Let's talk specific example of DTC marketing.
The two commericials that have seemed ubiquitous this weekend are the "One Touch" glucometer spot with BB King and the "neulasta" spot for cancer patients starting chemotherapy.
I'm fine with the DTC ad for the glucometer. It brings the consumer's attention to a product that performs a necessary task better than previous products (it measures blood sugar without the need for painful fingersticks -- important if you're a diabetic jabbing yourself 2-3 times a day). Maybe a busy GP isn't going to make sure all of his/her patients have one without some prompting.
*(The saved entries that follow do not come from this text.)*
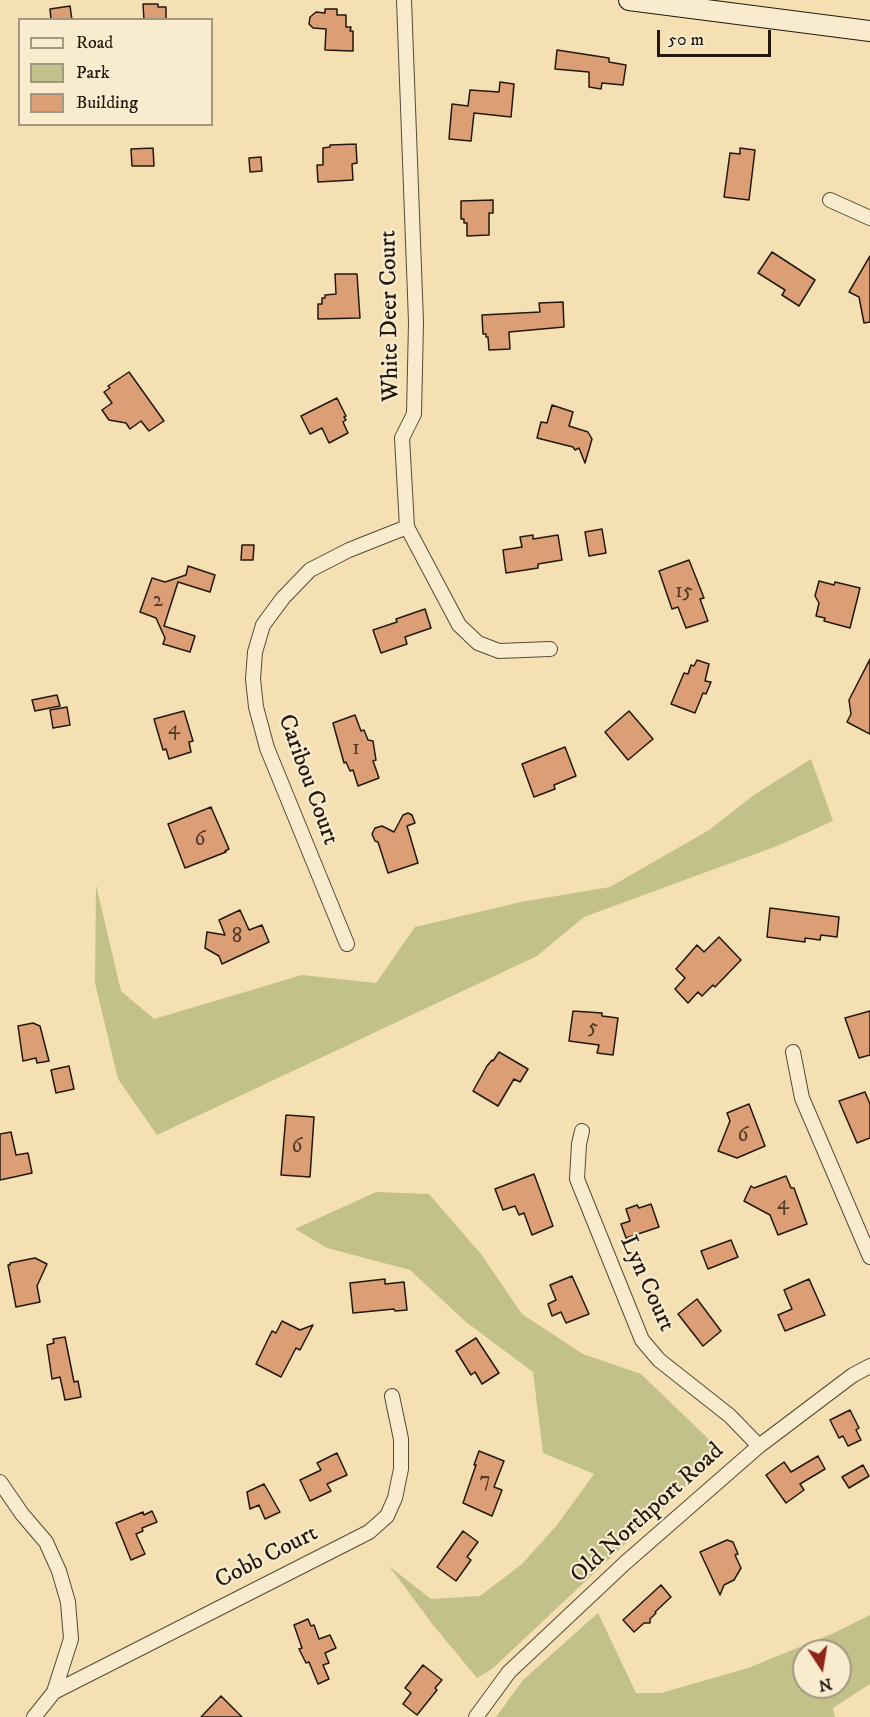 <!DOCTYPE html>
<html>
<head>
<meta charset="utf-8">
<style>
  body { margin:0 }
  #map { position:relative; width:870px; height:1717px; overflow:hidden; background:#f5e0b3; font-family:"IM FELL DW Pica",serif }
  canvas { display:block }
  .legend { position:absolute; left:18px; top:18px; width:195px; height:108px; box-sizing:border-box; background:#f8ebce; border:2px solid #a29781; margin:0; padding:8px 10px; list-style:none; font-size:18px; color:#22180e }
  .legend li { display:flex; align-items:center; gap:12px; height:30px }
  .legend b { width:30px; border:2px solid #a29781 }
  .north { position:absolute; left:792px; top:1639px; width:60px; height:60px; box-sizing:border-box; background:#f8ebce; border:2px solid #a29781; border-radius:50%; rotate:168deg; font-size:16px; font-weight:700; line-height:24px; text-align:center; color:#22180e }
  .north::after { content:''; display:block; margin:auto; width:21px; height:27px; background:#8f2418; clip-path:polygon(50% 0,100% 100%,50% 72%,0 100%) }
  .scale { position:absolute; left:657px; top:30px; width:114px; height:27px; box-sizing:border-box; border:3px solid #22180e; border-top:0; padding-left:8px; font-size:18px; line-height:21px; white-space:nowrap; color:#22180e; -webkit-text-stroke:4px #f8ebce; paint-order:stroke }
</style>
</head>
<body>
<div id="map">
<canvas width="870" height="1717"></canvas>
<ul class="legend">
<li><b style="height:8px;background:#f8ebce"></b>Road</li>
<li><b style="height:16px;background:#c2c189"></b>Park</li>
<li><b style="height:16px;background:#dc9f75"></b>Building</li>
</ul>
<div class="north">N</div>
<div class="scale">50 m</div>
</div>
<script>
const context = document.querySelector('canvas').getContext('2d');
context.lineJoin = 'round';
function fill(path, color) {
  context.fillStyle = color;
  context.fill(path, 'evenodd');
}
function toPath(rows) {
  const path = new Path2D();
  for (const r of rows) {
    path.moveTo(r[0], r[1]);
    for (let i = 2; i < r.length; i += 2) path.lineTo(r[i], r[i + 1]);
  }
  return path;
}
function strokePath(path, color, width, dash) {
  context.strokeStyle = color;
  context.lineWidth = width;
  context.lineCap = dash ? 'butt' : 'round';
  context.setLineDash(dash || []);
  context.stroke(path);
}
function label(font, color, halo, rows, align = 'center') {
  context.font = font + ' "IM FELL DW Pica",serif';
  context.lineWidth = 4.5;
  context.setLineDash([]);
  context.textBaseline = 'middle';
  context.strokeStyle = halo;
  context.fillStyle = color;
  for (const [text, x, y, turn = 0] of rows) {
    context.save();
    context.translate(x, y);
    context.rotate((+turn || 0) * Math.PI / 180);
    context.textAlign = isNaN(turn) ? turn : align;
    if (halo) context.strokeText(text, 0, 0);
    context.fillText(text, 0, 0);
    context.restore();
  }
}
fill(toPath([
  [811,759,833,821,777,846,584,917,537,956,157,1135,118,1079,95,983,96,885,121,991,154,1019,302,975,376,983,415,927,521,902,610,887,709,830,754,795],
  [376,1192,429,1194,481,1254,522,1314,583,1354,641,1374,720,1450,674,1498,492,1669,477,1678,433,1625,389,1566,431,1599,480,1596,522,1564,557,1525,594,1474,543,1453,533,1372,466,1322,410,1270,327,1248,295,1229],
  [598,1613,636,1693,661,1693,748,1668,834,1633,870,1615,870,1684,833,1708,835,1717,496,1717,523,1680],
  [804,1651,840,1651,840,1687,804,1687]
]), '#c2c189');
const building = toPath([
  [143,4,158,4,158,7,166,7,166,20,144,20,143,4],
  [70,6,72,20,51,20,50,9,70,6],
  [325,9,337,9,337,15,346,15,346,27,351,27,350,31,353,31,353,51,325,50,326,29,313,28,309,24,310,17,316,12,325,13,325,9],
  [557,50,609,58,609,62,626,65,623,85,602,83,601,89,589,87,589,72,555,69,557,50],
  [500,82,514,84,511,117,474,113,471,141,449,139,452,104,468,106,470,90,499,92,500,82],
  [356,144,357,163,352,164,353,180,318,182,317,165,323,165,323,148,330,147,330,145,356,144],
  [153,148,154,166,132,166,131,149,153,148],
  [740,148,755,150,749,200,724,197,730,153,740,154,740,148],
  [261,157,262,171,250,172,249,158,261,157],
  [493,200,493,213,489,213,489,235,467,236,467,223,464,223,464,219,461,219,461,201,493,200],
  [772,252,815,280,799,306,782,295,785,290,758,273,772,252],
  [870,256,870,322,864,323,859,297,849,292,870,256],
  [335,274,357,274,360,318,318,319,318,304,322,304,322,298,325,298,325,295,336,294,335,274],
  [563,302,564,327,509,332,510,349,489,350,488,337,486,337,486,334,483,334,482,315,540,312,539,303,563,302],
  [129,372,164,421,149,431,141,421,130,429,126,423,109,420,102,410,112,403,104,392,110,388,108,386,129,372],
  [337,398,346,416,344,417,346,420,343,422,348,433,329,443,322,428,310,434,301,416,337,398],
  [552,405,573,412,569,426,588,432,592,439,585,463,579,448,575,450,573,447,537,438,541,422,547,423,552,405],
  [602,529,606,553,589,556,585,532,602,529],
  [533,535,533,539,558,535,562,560,538,564,538,568,506,573,503,550,522,547,520,537,533,535],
  [242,545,254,545,253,560,241,560,242,545],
  [689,560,704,598,700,599,708,621,686,628,678,607,672,609,659,571,689,560],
  [188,566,215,575,210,592,178,582,164,626,195,636,190,652,163,644,165,638,156,618,140,612,152,578,165,582,186,575,188,566],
  [819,581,834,585,835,582,860,588,850,628,824,621,825,618,816,616,819,603,815,596,819,581],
  [425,609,431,628,405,637,407,644,381,653,373,630,397,622,396,619,425,609],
  [870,659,870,734,847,722,851,714,849,700,870,659],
  [697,660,709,664,705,681,711,682,706,694,703,693,695,713,671,704,684,673,688,674,691,665,694,666,697,660],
  [57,695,60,706,35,711,32,700,57,695],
  [67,707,70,725,53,728,50,710,67,707],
  [184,711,193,741,189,742,191,752,169,759,166,749,163,750,154,719,184,711],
  [629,711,653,739,628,760,605,732,629,711],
  [355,715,361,731,364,730,368,740,373,741,376,760,373,761,379,778,358,786,353,770,350,771,346,762,344,763,333,723,355,715],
  [565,747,576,776,554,785,555,789,534,797,522,764,565,747],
  [211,807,229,849,225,851,226,852,185,868,168,824,211,807],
  [408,813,412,815,415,823,407,826,418,863,388,873,378,842,375,841,372,834,375,828,382,826,394,832,403,815,408,813],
  [770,908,839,917,837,937,821,935,820,940,805,938,805,942,767,937,770,908],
  [240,910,249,930,262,925,269,942,222,964,219,956,205,948,207,932,225,935,219,920,240,910],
  [719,937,741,960,715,987,713,985,702,996,698,992,688,1003,675,989,685,978,676,969,697,945,704,952,719,937],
  [573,1011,602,1013,602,1016,618,1018,613,1055,597,1053,599,1045,569,1041,573,1011],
  [870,1011,870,1055,859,1058,845,1018,870,1011],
  [33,1023,40,1026,49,1061,37,1063,36,1058,23,1061,18,1026,33,1023],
  [499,1052,528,1069,520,1082,514,1079,498,1106,473,1091,487,1066,492,1060,493,1061,499,1052],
  [69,1066,74,1089,56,1093,51,1070,69,1066],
  [865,1092,870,1104,870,1138,857,1143,839,1101,865,1092],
  [749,1104,765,1146,737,1158,718,1151,730,1121,727,1113,749,1104],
  [286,1115,314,1117,310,1177,281,1175,286,1115],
  [11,1132,16,1155,28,1153,32,1173,0,1180,0,1134,11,1132],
  [534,1174,553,1226,532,1235,524,1213,519,1215,515,1206,503,1210,495,1189,534,1174],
  [786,1176,791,1188,794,1188,807,1224,778,1235,770,1215,744,1201,751,1186,754,1188,786,1176],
  [651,1204,659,1227,626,1238,621,1224,630,1221,626,1209,637,1205,639,1208,651,1204],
  [731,1240,738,1257,708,1269,701,1251,731,1240],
  [35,1258,47,1264,37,1286,40,1302,16,1307,8,1265,10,1265,10,1263,35,1258],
  [572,1276,589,1314,566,1323,561,1312,552,1316,548,1304,556,1300,550,1285,572,1276],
  [385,1279,385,1284,404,1282,407,1310,395,1311,394,1309,353,1313,350,1283,385,1279],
  [809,1279,825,1315,785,1331,778,1315,792,1309,784,1290,809,1279],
  [697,1299,721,1331,703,1346,678,1314,697,1299],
  [282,1321,300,1330,313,1325,300,1350,296,1348,281,1377,256,1364,272,1331,276,1333,282,1321],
  [65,1337,74,1382,78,1381,81,1397,65,1400,60,1377,52,1379,47,1345,54,1343,53,1339,65,1337],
  [476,1338,499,1373,482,1384,475,1372,471,1375,456,1351,476,1338],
  [850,1410,859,1428,856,1430,861,1440,848,1446,843,1436,839,1438,830,1420,850,1410],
  [479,1451,504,1461,494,1487,502,1490,492,1516,463,1503,476,1465,474,1465,479,1451],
  [337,1453,347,1475,327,1484,331,1491,310,1501,300,1480,321,1470,317,1463,337,1453],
  [818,1456,825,1469,800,1484,804,1490,786,1503,766,1475,784,1462,791,1472,818,1456],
  [863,1465,869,1476,849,1488,842,1477,863,1465],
  [264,1484,280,1512,265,1519,259,1505,250,1509,247,1492,264,1484],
  [152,1511,157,1522,142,1528,143,1531,136,1534,145,1554,131,1560,116,1523,143,1512,144,1515,152,1511],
  [463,1531,478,1542,467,1557,471,1560,456,1581,437,1567,463,1531],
  [727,1540,733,1542,738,1554,735,1555,741,1568,734,1580,724,1585,720,1595,700,1552,727,1540],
  [661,1585,671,1597,655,1612,656,1613,650,1619,650,1623,644,1623,634,1632,623,1620,661,1585],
  [308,1619,311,1626,314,1625,319,1639,330,1635,336,1648,325,1653,329,1663,323,1665,329,1679,318,1684,309,1662,306,1663,299,1649,302,1648,294,1625,308,1619],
  [423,1665,442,1680,435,1688,437,1690,417,1715,403,1704,411,1693,405,1688,423,1665],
  [221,1696,242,1717,201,1717,221,1696]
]);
fill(building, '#dc9f75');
strokePath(building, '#22180e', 1.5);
const street = toPath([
  [404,0,416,322,414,414,402,438,407,527,459,625,478,643,499,651,550,649],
  [830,200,870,218],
  [347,944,267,748,256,707,253,679,255,652,263,625,283,598,310,570,349,550,407,527],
  [793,1052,802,1098,870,1257],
  [582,1131,579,1144,577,1179,642,1340,659,1360,730,1416,759,1446],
  [0,1482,22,1514,46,1542,59,1571,68,1602,71,1639,54,1692,34,1717],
  [54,1692,369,1532,387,1516,395,1498,401,1469,401,1439,392,1396],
  [476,1717,509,1672,625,1563,759,1446,853,1375,870,1366]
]);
const secondary = toPath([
  [629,0,870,31]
]);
strokePath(street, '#574a37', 16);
strokePath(secondary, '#22180e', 22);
strokePath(street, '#f8ebce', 14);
strokePath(secondary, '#f8ebce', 20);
label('21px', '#503a28', null, [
  ["15",684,593],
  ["2",158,602],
  ["4",174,730],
  ["1",356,750],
  ["6",200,841],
  ["8",237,938],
  ["5",593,1029],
  ["6",743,1137],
  ["6",297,1148],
  ["4",783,1205],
  ["7",485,1482]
]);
label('24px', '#22180e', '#f8ebce', [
  ["White Deer Court",391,316,-91],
  ["Caribou Court",307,780,70],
  ["Lyn Court",646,1284,66],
  ["Old Northport Road",648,1514,-42],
  ["Cobb Court",267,1558,-27]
]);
</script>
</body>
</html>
The neulasta ad, though, seems predatory. Marketed to people who have just received presumably life-threatening diagnoses, the ads state that prophylactic use of neulasta will help prevent infection. This has not been borne out by the bulk of studies on its use. Moreover, the drug is not without hazzards and it is hugely expensive. Amgen is counting on the fact that some percentage of frightened patients will demand the drug and that some percentage of oncologists who initially thought it not indicated will concede to use it -- perhaps to avoid confrontation, perhaps to avoid litigation (just 'cause the neulasta wouldn't have prevented neutropenia and infection doesn't mean the patient's family won't sue in the event of a bad outcome). Almost certainly, however, the patient will not be helping the oncologist by reminding him/her that this option exists -- the oncologist knows this already. Yeah, ideally MDs wouldn't get persuaded to make a bad decision by a patient. Maybe most won't, maybe some do. If Amgen gets even 5% of the target population on this expensive drug, though, they make back their ad money.
BTW, why is it that Amgen doesn't bother to ID themselves as the maker of neulasta in this spot? Is it b/c they know how dirty this ad is?